__Exercise brief__
The lines from the start of the data up to and including the one with "function label(font, color, halo, rows, align" should be returned exactly, and nothing else.

◆ ◆ ◆ ◆

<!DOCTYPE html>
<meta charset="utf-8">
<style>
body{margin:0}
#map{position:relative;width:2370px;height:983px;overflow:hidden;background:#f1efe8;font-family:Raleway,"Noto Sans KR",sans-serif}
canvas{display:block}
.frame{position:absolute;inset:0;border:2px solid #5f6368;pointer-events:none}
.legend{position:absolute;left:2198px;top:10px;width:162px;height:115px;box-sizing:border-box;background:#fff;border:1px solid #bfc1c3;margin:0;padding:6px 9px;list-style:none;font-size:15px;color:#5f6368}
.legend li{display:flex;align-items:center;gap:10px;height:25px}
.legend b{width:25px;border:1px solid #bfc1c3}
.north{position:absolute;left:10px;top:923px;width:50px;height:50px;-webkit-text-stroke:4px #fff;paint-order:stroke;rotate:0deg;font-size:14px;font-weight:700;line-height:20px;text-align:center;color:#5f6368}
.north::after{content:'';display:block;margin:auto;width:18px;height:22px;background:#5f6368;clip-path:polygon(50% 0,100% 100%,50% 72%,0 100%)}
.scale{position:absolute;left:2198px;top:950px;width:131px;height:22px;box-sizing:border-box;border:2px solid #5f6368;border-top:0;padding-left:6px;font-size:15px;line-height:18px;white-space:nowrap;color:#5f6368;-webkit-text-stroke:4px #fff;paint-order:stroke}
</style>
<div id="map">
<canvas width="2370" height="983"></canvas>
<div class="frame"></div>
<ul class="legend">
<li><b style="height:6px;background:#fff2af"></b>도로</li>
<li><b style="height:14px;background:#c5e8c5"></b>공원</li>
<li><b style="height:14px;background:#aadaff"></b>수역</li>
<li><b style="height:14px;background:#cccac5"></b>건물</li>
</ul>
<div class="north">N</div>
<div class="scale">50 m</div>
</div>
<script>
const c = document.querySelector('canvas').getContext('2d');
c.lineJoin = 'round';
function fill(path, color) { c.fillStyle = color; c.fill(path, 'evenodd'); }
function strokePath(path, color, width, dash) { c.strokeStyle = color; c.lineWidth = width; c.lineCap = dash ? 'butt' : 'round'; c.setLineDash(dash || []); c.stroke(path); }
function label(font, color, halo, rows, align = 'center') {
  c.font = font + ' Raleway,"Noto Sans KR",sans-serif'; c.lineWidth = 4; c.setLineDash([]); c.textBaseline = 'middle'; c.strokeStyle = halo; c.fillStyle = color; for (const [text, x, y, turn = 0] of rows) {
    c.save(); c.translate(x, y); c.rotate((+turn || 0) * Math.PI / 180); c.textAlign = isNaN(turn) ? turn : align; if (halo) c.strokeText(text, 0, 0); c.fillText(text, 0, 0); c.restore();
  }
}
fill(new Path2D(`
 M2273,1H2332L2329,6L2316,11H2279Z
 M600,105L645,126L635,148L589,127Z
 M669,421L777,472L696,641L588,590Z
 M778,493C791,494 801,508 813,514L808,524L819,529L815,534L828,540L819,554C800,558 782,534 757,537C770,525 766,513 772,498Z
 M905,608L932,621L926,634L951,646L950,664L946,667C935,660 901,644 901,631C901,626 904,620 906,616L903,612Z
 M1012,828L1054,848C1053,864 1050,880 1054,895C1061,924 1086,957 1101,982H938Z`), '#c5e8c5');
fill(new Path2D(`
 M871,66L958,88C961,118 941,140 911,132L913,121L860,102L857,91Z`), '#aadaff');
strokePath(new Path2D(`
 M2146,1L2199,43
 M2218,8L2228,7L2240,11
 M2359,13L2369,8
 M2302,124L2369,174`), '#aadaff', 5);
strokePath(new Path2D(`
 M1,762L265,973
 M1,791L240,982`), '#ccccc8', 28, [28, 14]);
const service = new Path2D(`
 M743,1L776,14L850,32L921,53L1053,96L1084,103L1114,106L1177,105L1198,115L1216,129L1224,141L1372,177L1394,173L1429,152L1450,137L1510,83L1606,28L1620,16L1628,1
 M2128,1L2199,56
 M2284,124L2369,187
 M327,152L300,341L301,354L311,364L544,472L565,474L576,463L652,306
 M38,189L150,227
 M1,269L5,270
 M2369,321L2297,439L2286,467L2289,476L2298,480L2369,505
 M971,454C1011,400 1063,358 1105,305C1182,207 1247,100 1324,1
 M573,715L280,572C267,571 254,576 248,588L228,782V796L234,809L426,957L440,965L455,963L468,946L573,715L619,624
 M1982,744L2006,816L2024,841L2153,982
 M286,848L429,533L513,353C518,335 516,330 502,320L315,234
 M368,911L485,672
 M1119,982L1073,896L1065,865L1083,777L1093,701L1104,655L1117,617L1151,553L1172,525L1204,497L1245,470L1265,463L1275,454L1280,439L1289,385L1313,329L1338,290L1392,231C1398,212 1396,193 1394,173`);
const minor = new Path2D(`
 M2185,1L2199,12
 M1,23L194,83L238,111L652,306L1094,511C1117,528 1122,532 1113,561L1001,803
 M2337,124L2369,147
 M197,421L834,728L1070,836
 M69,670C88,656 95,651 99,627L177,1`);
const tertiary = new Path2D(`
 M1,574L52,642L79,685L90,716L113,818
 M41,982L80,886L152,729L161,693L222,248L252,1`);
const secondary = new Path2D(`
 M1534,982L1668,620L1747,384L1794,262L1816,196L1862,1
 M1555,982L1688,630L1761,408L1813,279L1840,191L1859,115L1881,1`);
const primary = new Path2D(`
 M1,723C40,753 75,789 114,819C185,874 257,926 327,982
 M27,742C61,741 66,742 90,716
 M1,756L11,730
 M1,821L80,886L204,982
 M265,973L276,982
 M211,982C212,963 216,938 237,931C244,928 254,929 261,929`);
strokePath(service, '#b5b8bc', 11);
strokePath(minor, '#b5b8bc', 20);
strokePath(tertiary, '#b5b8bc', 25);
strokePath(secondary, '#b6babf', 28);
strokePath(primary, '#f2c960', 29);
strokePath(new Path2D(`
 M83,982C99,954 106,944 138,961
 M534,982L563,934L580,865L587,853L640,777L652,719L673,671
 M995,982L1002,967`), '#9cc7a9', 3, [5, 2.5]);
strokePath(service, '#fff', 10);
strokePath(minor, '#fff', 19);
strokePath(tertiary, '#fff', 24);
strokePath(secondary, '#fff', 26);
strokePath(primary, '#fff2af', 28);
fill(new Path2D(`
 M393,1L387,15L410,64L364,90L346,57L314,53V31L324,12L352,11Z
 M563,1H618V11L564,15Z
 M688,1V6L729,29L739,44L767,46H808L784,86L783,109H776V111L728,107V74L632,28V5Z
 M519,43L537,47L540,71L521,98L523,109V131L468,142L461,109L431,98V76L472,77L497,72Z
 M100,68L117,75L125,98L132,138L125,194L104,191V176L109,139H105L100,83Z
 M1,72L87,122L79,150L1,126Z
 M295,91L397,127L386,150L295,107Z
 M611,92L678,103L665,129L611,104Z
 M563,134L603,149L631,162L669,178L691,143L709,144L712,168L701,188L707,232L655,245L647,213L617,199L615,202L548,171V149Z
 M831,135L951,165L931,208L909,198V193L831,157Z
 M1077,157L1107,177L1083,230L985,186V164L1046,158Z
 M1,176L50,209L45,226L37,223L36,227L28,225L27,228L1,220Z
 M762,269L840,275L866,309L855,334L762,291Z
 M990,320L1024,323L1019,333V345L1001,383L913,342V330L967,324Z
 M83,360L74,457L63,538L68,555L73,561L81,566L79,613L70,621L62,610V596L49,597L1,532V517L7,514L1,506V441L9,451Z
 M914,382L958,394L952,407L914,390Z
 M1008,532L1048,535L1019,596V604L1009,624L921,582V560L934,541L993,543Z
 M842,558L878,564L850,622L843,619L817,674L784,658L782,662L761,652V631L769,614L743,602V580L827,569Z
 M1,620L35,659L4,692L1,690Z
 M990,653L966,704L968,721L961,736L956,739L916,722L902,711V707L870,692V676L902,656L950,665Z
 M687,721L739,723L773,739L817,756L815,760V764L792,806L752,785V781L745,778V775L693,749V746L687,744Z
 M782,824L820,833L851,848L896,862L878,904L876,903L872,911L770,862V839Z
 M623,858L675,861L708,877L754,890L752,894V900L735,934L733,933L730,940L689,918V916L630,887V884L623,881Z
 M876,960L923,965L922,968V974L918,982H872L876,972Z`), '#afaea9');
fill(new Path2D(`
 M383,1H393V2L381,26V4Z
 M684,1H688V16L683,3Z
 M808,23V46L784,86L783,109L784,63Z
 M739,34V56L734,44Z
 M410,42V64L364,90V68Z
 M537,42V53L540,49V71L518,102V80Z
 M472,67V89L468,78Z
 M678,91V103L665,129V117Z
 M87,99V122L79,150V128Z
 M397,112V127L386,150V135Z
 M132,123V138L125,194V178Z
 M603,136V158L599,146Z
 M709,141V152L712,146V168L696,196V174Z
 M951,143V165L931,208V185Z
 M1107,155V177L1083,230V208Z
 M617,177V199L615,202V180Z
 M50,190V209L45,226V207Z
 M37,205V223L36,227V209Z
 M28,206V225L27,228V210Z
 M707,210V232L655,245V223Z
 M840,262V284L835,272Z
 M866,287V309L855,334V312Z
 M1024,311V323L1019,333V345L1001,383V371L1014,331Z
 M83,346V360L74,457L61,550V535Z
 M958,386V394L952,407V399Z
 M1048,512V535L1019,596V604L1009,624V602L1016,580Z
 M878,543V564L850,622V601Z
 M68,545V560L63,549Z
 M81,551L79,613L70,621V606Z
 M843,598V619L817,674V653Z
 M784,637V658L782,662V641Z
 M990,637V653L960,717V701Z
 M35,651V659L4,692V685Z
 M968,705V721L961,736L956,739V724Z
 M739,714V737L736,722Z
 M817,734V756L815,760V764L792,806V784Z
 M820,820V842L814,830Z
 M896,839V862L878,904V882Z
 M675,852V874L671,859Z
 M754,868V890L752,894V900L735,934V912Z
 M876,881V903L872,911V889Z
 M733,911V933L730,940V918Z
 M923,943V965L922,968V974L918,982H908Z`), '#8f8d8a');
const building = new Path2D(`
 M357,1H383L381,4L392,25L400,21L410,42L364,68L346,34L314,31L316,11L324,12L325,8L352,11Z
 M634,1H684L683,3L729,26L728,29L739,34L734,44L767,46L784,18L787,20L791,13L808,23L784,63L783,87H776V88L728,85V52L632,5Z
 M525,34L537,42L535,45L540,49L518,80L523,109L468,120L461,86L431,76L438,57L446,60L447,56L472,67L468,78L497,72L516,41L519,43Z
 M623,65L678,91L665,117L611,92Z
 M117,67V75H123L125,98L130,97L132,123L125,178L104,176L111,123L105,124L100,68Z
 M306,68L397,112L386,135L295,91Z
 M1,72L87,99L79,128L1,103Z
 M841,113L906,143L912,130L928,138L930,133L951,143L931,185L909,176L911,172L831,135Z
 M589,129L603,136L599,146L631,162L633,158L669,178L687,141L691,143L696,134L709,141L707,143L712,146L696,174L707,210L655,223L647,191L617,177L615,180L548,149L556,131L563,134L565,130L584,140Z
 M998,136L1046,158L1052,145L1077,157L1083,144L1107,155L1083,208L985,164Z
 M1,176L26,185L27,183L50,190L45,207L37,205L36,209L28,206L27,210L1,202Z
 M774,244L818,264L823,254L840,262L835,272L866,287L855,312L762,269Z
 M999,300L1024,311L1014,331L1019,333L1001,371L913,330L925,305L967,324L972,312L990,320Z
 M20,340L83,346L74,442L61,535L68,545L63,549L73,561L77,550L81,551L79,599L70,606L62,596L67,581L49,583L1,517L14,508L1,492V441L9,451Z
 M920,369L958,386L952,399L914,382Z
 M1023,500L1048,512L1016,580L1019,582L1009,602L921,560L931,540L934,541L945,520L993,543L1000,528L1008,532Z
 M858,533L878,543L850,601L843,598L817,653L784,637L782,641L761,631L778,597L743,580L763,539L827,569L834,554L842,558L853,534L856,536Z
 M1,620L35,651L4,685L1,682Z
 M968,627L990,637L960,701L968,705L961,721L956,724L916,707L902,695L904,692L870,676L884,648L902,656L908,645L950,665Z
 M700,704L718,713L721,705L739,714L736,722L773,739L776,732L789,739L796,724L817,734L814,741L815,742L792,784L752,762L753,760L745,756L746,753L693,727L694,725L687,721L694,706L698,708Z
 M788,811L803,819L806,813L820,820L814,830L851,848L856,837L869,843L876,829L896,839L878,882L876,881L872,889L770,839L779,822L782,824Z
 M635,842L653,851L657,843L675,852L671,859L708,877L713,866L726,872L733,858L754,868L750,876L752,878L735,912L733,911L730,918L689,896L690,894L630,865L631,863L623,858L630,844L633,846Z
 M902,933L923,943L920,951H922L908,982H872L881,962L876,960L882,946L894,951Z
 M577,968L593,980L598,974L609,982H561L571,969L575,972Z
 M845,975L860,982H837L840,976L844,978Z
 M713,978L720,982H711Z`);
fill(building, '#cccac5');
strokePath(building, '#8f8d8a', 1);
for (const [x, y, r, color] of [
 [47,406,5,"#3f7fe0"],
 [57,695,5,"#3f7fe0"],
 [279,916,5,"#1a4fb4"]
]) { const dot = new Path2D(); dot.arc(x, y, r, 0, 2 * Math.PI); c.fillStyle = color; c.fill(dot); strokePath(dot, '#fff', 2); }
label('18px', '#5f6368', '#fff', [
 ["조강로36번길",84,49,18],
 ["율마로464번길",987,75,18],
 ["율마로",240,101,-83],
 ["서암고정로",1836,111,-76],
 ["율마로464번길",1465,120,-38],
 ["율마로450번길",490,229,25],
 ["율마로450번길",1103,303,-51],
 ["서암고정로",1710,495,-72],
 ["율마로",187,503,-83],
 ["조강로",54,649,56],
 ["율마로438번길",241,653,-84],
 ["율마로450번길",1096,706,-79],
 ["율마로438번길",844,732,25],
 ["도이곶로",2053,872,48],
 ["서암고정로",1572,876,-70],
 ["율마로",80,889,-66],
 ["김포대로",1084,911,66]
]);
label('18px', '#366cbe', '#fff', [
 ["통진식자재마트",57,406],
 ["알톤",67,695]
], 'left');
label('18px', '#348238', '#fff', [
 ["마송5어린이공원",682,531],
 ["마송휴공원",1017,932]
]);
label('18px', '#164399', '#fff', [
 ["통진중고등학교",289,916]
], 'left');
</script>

◆ ◆ ◆ ◆

__Answer box__
<!DOCTYPE html>
<meta charset="utf-8">
<style>
body{margin:0}
#map{position:relative;width:2370px;height:983px;overflow:hidden;background:#f1efe8;font-family:Raleway,"Noto Sans KR",sans-serif}
canvas{display:block}
.frame{position:absolute;inset:0;border:2px solid #5f6368;pointer-events:none}
.legend{position:absolute;left:2198px;top:10px;width:162px;height:115px;box-sizing:border-box;background:#fff;border:1px solid #bfc1c3;margin:0;padding:6px 9px;list-style:none;font-size:15px;color:#5f6368}
.legend li{display:flex;align-items:center;gap:10px;height:25px}
.legend b{width:25px;border:1px solid #bfc1c3}
.north{position:absolute;left:10px;top:923px;width:50px;height:50px;-webkit-text-stroke:4px #fff;paint-order:stroke;rotate:0deg;font-size:14px;font-weight:700;line-height:20px;text-align:center;color:#5f6368}
.north::after{content:'';display:block;margin:auto;width:18px;height:22px;background:#5f6368;clip-path:polygon(50% 0,100% 100%,50% 72%,0 100%)}
.scale{position:absolute;left:2198px;top:950px;width:131px;height:22px;box-sizing:border-box;border:2px solid #5f6368;border-top:0;padding-left:6px;font-size:15px;line-height:18px;white-space:nowrap;color:#5f6368;-webkit-text-stroke:4px #fff;paint-order:stroke}
</style>
<div id="map">
<canvas width="2370" height="983"></canvas>
<div class="frame"></div>
<ul class="legend">
<li><b style="height:6px;background:#fff2af"></b>도로</li>
<li><b style="height:14px;background:#c5e8c5"></b>공원</li>
<li><b style="height:14px;background:#aadaff"></b>수역</li>
<li><b style="height:14px;background:#cccac5"></b>건물</li>
</ul>
<div class="north">N</div>
<div class="scale">50 m</div>
</div>
<script>
const c = document.querySelector('canvas').getContext('2d');
c.lineJoin = 'round';
function fill(path, color) { c.fillStyle = color; c.fill(path, 'evenodd'); }
function strokePath(path, color, width, dash) { c.strokeStyle = color; c.lineWidth = width; c.lineCap = dash ? 'butt' : 'round'; c.setLineDash(dash || []); c.stroke(path); }
function label(font, color, halo, rows, align = 'center') {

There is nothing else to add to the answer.